**Instructions to follow**
Below are several records. Retype exactly those lines running from the one with "position:absolute; left:24px; top:1084px;" through the one with "0,22px 0,36px 63px,0", end lines included, and no others.

**Data in this exercise**
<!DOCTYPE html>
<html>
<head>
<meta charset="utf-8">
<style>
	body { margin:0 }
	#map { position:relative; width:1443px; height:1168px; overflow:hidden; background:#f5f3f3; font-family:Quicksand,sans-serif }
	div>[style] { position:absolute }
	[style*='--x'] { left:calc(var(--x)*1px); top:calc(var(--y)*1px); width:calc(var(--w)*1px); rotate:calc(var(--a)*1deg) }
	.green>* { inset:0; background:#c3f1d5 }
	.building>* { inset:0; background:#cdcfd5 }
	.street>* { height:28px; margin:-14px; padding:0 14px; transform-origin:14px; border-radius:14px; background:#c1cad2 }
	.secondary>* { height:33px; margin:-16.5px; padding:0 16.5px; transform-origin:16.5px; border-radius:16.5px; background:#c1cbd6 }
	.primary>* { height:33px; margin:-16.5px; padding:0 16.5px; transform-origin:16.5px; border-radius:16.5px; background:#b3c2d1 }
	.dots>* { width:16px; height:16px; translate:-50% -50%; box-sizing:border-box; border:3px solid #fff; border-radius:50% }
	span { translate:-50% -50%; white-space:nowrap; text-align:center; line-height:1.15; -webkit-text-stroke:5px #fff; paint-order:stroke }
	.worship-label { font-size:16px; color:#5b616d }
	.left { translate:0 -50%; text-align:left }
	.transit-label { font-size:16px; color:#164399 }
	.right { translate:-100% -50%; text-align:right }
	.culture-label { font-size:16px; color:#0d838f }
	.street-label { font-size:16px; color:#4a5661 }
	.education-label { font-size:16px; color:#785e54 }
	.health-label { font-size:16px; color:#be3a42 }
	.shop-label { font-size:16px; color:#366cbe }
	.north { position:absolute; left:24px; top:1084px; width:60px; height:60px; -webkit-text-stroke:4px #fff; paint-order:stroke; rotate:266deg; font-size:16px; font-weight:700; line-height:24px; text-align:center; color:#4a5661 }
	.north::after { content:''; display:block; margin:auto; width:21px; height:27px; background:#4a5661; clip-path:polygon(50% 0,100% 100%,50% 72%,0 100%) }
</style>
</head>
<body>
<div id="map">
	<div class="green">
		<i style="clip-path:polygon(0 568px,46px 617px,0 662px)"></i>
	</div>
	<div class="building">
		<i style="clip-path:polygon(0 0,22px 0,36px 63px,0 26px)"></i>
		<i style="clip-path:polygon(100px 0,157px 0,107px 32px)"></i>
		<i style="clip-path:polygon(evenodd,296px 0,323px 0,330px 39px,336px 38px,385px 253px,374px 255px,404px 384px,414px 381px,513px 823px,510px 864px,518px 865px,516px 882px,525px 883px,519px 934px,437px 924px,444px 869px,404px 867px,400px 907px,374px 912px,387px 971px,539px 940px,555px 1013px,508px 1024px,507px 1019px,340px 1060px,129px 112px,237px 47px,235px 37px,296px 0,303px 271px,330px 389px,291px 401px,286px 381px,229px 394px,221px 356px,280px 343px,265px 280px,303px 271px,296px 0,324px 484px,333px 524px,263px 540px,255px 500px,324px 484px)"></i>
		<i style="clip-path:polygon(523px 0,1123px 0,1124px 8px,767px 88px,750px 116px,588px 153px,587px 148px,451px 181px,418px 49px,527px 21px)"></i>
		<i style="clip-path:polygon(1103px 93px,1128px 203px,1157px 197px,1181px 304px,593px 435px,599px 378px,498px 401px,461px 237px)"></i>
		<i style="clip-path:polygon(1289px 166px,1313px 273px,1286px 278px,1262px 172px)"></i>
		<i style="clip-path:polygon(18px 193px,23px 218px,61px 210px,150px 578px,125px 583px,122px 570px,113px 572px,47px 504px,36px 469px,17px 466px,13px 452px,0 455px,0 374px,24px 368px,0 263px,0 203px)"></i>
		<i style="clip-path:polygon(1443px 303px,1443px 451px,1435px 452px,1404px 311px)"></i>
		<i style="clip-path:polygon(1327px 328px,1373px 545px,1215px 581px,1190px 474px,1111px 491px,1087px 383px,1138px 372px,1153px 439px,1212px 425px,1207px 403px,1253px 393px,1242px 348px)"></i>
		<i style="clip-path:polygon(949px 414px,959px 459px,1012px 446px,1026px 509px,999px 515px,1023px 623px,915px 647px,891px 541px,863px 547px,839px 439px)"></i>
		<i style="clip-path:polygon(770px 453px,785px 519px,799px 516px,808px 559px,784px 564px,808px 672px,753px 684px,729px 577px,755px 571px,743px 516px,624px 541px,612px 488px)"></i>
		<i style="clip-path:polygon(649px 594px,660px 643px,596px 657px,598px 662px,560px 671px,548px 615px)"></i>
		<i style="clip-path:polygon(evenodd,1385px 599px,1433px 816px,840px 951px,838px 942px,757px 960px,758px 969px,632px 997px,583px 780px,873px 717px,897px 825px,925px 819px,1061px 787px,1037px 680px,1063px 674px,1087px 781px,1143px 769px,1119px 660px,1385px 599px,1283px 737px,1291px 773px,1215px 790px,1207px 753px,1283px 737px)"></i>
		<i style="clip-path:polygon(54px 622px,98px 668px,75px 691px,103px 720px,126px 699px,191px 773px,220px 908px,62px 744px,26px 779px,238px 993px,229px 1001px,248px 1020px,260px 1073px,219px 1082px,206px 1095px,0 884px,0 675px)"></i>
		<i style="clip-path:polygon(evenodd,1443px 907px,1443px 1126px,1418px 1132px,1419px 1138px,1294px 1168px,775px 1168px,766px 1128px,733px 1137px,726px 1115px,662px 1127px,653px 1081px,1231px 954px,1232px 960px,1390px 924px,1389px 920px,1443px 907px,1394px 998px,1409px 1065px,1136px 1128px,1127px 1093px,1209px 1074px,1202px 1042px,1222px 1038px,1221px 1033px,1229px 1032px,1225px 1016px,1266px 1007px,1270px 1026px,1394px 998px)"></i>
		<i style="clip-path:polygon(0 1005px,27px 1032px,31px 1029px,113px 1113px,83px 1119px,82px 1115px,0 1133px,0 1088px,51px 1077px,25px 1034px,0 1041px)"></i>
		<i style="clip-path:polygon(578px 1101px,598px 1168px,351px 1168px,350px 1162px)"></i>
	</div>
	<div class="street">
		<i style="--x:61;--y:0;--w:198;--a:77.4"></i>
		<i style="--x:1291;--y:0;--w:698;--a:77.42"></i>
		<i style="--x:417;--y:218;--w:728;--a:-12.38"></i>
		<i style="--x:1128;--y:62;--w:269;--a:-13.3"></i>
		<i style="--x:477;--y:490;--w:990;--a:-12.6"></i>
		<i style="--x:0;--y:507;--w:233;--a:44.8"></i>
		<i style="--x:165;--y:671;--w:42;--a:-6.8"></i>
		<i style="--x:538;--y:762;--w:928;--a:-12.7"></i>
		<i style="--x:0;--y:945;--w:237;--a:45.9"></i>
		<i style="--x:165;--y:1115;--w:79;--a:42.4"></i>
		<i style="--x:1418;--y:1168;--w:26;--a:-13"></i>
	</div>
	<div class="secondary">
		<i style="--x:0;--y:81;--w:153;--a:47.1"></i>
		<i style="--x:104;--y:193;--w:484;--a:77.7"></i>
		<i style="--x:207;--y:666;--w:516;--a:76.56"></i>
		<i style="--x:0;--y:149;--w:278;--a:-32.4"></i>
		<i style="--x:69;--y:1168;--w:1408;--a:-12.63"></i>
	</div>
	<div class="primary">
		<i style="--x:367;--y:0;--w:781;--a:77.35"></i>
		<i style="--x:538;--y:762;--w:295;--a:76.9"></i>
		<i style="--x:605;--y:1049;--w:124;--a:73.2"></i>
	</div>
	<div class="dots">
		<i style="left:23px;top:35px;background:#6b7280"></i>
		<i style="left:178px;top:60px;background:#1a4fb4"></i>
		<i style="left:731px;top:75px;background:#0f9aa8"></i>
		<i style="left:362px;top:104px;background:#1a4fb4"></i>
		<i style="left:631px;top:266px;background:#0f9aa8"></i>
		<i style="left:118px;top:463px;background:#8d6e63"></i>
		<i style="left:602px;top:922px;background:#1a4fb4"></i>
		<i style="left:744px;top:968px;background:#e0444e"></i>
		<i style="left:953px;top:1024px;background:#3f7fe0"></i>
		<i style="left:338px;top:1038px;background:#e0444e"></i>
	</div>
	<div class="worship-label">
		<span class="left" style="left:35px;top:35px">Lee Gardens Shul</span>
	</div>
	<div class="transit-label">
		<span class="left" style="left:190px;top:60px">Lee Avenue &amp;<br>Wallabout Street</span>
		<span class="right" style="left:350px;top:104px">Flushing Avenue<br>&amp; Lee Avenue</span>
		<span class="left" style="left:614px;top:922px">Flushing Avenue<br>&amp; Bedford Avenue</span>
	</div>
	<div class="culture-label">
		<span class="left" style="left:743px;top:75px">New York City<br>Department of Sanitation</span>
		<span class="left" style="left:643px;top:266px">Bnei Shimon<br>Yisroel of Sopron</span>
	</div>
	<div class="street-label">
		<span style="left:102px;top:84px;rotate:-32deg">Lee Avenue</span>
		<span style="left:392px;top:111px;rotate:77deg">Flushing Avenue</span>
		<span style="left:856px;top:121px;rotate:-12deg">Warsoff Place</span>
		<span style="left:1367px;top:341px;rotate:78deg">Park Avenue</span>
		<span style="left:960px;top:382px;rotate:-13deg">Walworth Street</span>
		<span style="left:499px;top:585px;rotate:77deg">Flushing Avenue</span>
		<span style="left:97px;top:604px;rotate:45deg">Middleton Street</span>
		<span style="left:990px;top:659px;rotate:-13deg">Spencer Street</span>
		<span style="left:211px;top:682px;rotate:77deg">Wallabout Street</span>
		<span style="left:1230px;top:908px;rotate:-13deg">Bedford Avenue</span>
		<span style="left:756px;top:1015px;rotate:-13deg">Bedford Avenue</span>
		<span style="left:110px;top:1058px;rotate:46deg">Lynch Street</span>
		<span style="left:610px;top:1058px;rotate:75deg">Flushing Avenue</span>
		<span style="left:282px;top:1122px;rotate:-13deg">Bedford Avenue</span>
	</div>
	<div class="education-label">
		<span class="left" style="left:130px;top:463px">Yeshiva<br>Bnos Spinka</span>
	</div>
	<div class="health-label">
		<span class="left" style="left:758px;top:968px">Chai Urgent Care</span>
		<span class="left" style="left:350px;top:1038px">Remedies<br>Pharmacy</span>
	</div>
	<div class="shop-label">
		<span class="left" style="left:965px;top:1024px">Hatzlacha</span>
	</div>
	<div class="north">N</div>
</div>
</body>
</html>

**Exercise output**
	.north { position:absolute; left:24px; top:1084px; width:60px; height:60px; -webkit-text-stroke:4px #fff; paint-order:stroke; rotate:266deg; font-size:16px; font-weight:700; line-height:24px; text-align:center; color:#4a5661 }
	.north::after { content:''; display:block; margin:auto; width:21px; height:27px; background:#4a5661; clip-path:polygon(50% 0,100% 100%,50% 72%,0 100%) }
</style>
</head>
<body>
<div id="map">
	<div class="green">
		<i style="clip-path:polygon(0 568px,46px 617px,0 662px)"></i>
	</div>
	<div class="building">
		<i style="clip-path:polygon(0 0,22px 0,36px 63px,0 26px)"></i>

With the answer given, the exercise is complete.